### Records provided
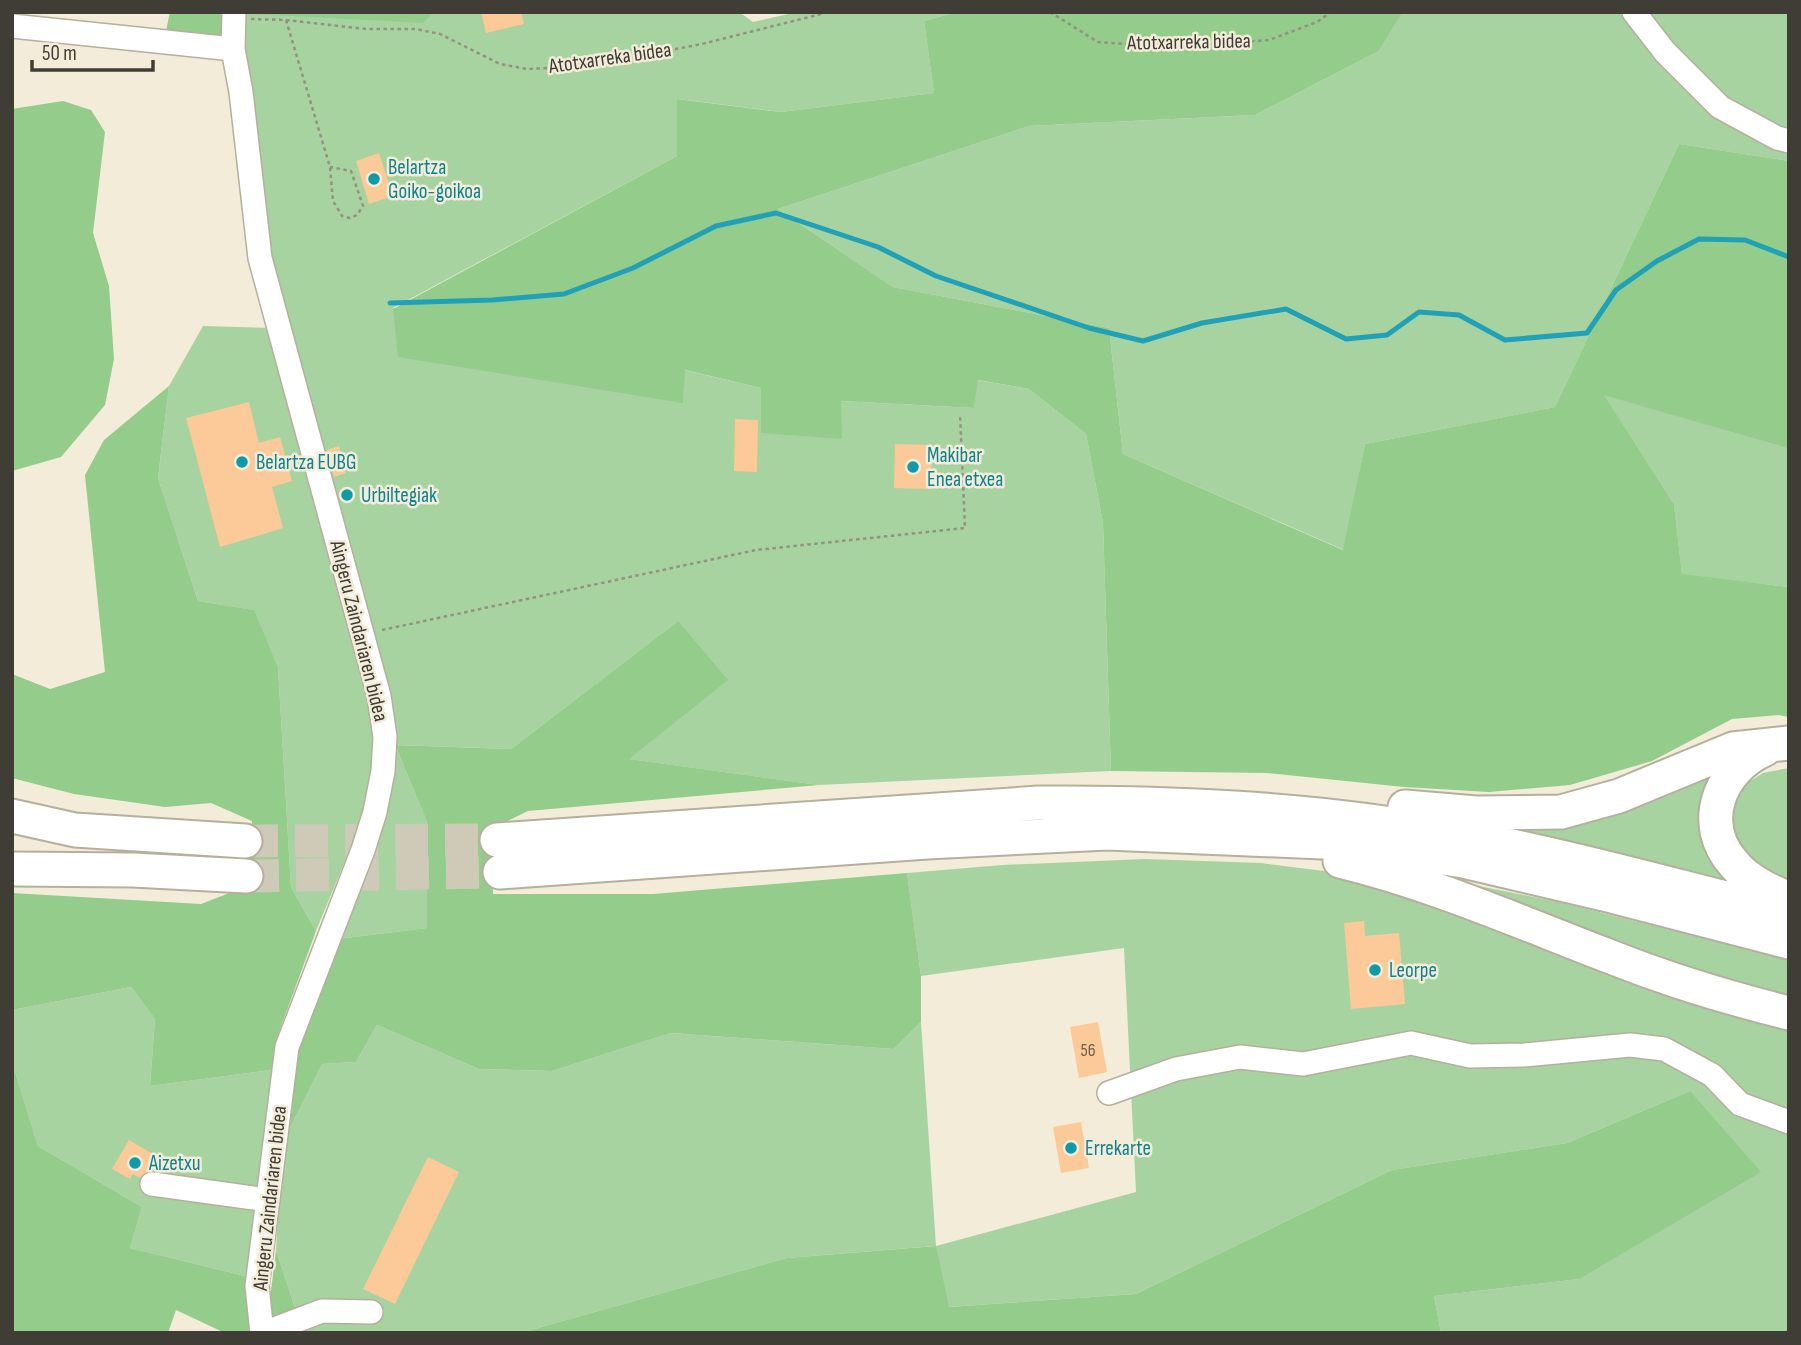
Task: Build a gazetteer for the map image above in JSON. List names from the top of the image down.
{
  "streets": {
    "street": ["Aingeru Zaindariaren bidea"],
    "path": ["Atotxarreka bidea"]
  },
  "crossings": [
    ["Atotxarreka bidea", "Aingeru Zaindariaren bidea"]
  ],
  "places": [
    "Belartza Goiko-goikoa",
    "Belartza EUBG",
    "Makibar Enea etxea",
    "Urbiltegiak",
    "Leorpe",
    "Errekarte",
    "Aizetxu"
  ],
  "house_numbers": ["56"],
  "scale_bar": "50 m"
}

### To do
Copy out all of the data word for word. Do not carry over any picture.

### Task response
Task: Build a gazetteer for the map image above in JSON. List names from the top of the image down.
{
  "streets": {
    "street": ["Aingeru Zaindariaren bidea"],
    "path": ["Atotxarreka bidea"]
  },
  "crossings": [
    ["Atotxarreka bidea", "Aingeru Zaindariaren bidea"]
  ],
  "places": [
    "Belartza Goiko-goikoa",
    "Belartza EUBG",
    "Makibar Enea etxea",
    "Urbiltegiak",
    "Leorpe",
    "Errekarte",
    "Aizetxu"
  ],
  "house_numbers": ["56"],
  "scale_bar": "50 m"
}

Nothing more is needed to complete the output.